A stretch of highway in Denton County, Texas that was designed for cattle country is finally getting rebuilt for the suburb it has become. The Texas Department of Transportation is moving forward with a $46.4 million project to widen US 377 from two lanes to four between FM 1171 and Crawford Road, a corridor that cuts through the Argyle area on the northern fringe of the Dallas-Fort Worth metroplex.
The funding comes through the federal Surface Transportation Block Grant program, with TxDOT administering the work. Because federal highway grants typically require a 20% local match, the full project cost is likely closer to $58 million.
Denton County has grown from roughly 432,000 residents in 2000 to more than 1 million by 2024, making it one of the fastest-growing large counties in the country for most of the past two decades. Master-planned communities have replaced the ranches that once lined US 377, and the road now carries school buses, commuters, and commercial trucks at volumes it was never designed to handle. Multiple fatal crashes on this segment have been linked to its two-lane configuration struggling with suburban traffic loads.
The rebuilt road will include new traffic signals with updated timing, dedicated turn lanes, Texas U-turns (the characteristic median-opening design that routes left turns without cutting across oncoming traffic), sidewalks, and at least one grade separation, an overpass or underpass to eliminate a particularly dangerous at-grade crossing. The addition of pedestrian infrastructure is a notable shift for a highway corridor that, not long ago, had no need for it.

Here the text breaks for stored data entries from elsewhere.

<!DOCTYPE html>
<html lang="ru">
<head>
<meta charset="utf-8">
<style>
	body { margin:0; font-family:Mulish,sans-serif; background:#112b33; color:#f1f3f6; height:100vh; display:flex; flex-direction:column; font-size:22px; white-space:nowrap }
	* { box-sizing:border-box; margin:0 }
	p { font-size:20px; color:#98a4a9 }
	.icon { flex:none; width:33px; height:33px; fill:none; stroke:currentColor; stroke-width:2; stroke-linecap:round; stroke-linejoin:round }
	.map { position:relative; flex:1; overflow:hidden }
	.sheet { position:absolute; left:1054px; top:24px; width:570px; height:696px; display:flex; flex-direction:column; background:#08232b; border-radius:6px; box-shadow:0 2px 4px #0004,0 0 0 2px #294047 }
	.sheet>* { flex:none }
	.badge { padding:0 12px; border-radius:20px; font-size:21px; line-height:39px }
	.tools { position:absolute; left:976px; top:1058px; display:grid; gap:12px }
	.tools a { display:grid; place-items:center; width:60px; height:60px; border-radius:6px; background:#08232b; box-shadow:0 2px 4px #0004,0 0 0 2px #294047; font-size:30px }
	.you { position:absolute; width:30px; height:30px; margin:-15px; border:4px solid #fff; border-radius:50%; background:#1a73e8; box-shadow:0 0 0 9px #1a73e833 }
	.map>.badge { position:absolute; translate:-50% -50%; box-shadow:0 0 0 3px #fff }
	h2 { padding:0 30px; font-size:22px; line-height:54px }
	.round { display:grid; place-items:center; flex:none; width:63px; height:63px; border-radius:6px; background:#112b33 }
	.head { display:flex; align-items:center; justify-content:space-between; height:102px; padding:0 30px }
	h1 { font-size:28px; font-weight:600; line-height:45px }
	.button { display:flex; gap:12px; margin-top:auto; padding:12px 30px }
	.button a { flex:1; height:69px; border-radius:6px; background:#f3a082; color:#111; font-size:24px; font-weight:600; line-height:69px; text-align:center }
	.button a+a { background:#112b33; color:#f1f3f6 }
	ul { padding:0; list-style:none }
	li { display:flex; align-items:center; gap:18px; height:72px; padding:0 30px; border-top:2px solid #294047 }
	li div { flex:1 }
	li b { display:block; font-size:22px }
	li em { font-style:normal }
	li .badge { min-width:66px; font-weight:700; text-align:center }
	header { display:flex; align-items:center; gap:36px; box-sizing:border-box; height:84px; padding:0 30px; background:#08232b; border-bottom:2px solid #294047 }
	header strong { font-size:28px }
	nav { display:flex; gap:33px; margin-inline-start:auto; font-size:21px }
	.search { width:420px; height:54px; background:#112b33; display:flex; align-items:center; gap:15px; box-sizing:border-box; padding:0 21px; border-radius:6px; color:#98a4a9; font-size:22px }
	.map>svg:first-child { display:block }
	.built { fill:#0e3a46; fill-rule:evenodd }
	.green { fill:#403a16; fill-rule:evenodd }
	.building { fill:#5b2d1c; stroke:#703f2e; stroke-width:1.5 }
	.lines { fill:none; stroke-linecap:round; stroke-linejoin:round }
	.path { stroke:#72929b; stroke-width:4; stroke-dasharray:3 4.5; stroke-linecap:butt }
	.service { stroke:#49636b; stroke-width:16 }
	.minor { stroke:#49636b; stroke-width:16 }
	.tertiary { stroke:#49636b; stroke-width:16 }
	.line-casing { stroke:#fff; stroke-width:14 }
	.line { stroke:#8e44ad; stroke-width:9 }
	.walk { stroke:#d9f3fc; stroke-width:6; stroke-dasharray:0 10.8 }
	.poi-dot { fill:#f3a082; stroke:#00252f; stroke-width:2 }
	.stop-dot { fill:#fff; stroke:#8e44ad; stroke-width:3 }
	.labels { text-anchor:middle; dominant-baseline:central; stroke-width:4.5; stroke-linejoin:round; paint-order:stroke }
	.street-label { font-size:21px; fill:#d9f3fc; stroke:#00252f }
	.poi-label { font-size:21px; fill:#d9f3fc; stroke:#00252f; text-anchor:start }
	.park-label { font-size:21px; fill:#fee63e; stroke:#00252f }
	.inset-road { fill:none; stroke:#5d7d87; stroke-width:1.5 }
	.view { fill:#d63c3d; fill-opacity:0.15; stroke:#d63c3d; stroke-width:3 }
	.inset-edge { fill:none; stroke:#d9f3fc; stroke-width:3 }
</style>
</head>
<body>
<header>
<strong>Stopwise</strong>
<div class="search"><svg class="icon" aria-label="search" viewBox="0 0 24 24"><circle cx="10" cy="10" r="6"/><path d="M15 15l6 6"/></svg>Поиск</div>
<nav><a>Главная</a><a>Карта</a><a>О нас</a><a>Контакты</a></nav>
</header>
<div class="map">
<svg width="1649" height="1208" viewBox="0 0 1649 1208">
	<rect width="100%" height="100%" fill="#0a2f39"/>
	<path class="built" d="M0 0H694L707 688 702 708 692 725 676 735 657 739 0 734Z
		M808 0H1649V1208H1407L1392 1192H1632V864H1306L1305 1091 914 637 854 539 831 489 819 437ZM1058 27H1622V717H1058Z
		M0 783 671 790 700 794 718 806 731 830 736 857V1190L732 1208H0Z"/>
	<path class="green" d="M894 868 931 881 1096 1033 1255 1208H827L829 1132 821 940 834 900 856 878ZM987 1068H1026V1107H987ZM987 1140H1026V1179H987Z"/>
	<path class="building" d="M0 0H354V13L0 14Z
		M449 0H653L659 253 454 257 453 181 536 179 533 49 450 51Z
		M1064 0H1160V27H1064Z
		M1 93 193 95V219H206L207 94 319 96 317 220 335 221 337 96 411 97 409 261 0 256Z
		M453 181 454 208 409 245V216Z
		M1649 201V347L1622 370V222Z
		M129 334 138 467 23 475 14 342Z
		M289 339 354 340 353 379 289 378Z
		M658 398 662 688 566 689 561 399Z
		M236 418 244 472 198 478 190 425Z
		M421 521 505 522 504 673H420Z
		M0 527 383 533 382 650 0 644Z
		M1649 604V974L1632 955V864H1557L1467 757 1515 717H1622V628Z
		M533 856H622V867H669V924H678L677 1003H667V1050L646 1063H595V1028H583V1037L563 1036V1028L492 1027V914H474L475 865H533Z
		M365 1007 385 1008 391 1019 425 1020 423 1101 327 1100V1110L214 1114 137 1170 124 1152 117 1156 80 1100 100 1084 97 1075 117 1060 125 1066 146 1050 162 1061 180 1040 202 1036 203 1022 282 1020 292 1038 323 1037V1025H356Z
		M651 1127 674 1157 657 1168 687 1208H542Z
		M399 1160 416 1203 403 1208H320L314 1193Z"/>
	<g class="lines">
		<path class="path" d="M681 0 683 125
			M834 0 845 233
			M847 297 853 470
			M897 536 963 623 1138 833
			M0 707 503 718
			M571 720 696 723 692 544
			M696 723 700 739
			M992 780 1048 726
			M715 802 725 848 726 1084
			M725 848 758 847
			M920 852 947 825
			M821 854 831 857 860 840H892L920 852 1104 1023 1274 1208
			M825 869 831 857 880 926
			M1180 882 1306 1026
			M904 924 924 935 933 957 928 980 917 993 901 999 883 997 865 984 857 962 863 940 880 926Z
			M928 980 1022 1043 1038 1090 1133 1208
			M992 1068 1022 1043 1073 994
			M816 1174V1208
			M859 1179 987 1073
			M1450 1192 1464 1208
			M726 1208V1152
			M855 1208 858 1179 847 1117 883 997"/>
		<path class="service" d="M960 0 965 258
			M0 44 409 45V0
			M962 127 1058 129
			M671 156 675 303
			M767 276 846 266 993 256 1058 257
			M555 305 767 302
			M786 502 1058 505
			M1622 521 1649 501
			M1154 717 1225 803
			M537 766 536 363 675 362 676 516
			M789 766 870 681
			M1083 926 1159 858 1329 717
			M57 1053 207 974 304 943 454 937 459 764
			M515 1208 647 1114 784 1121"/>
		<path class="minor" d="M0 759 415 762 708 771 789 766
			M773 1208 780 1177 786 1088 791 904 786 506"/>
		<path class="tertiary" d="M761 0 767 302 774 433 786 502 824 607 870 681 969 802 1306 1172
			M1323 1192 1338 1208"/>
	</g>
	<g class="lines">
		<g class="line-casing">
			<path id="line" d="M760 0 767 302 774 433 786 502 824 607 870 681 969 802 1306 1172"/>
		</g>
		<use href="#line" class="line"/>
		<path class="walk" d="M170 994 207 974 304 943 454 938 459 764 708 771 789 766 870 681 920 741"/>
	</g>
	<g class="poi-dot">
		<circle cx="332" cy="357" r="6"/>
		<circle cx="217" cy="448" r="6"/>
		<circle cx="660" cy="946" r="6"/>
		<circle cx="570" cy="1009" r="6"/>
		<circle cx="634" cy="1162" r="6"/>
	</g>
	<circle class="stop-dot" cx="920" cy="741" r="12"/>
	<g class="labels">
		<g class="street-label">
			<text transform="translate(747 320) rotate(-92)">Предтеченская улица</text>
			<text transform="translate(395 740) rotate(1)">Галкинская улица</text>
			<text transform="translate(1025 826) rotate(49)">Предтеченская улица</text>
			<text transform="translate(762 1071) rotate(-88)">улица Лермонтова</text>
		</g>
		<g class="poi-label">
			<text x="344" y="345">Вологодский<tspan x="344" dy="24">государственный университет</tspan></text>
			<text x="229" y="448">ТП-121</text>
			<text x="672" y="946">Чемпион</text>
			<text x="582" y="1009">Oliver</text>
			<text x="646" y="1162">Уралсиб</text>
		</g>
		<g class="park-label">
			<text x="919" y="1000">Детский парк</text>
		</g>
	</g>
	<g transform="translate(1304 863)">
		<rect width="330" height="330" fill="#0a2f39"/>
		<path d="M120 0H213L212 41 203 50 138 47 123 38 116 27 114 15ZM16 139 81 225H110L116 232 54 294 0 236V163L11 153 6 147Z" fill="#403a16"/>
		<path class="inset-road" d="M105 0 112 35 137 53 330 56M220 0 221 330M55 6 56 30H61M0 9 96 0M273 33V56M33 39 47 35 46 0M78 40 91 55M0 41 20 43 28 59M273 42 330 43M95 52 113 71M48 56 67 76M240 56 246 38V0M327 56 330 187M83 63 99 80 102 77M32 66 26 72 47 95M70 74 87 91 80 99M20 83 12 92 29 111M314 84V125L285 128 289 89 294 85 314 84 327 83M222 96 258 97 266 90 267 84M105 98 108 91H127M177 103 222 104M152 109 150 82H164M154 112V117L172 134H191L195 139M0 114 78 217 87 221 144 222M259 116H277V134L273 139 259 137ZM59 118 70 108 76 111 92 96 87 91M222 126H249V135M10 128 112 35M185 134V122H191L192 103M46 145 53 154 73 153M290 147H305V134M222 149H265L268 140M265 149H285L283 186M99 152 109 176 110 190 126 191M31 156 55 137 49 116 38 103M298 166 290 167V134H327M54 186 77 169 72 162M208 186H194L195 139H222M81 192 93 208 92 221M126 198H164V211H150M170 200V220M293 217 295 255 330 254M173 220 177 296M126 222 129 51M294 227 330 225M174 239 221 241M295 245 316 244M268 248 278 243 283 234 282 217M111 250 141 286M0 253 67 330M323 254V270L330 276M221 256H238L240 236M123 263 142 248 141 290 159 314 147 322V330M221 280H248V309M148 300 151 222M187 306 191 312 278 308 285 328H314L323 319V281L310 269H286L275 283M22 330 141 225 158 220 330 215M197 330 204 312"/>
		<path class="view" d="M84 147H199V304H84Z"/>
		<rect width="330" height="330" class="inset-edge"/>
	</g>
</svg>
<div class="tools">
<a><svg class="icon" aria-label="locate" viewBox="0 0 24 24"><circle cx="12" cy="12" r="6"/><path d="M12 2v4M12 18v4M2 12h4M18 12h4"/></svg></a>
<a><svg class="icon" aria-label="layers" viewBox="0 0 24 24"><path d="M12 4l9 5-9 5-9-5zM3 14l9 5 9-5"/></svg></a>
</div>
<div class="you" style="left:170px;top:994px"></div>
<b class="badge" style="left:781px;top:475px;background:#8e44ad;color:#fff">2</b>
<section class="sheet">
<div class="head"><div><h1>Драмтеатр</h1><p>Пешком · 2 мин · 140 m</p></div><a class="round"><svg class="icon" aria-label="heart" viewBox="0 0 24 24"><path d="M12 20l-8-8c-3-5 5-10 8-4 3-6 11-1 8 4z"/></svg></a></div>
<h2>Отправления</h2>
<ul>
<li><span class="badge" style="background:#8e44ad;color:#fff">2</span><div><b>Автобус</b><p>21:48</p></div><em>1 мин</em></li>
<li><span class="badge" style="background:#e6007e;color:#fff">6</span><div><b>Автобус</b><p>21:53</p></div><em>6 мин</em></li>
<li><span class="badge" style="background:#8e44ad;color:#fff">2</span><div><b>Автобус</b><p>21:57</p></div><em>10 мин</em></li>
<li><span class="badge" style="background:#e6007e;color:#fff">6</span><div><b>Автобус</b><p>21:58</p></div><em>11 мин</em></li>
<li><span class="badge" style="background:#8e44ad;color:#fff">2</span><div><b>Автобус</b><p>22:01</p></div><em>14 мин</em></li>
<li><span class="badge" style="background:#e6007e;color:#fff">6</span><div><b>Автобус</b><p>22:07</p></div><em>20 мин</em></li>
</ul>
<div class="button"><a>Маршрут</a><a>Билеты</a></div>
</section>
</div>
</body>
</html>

Residents and local media have followed this project for years with a mix of anticipation and frustration, watching traffic worsen while planning and funding worked through the system. TxDOT held public meetings on the design as part of its environmental review process, and the project has been part of both the TxDOT Unified Transportation Program and the North Central Texas Council of Governments' regional transportation plan.
A construction timeline has not been publicly announced. With federal funding now secured, the next steps are finalizing design and moving toward a construction contract.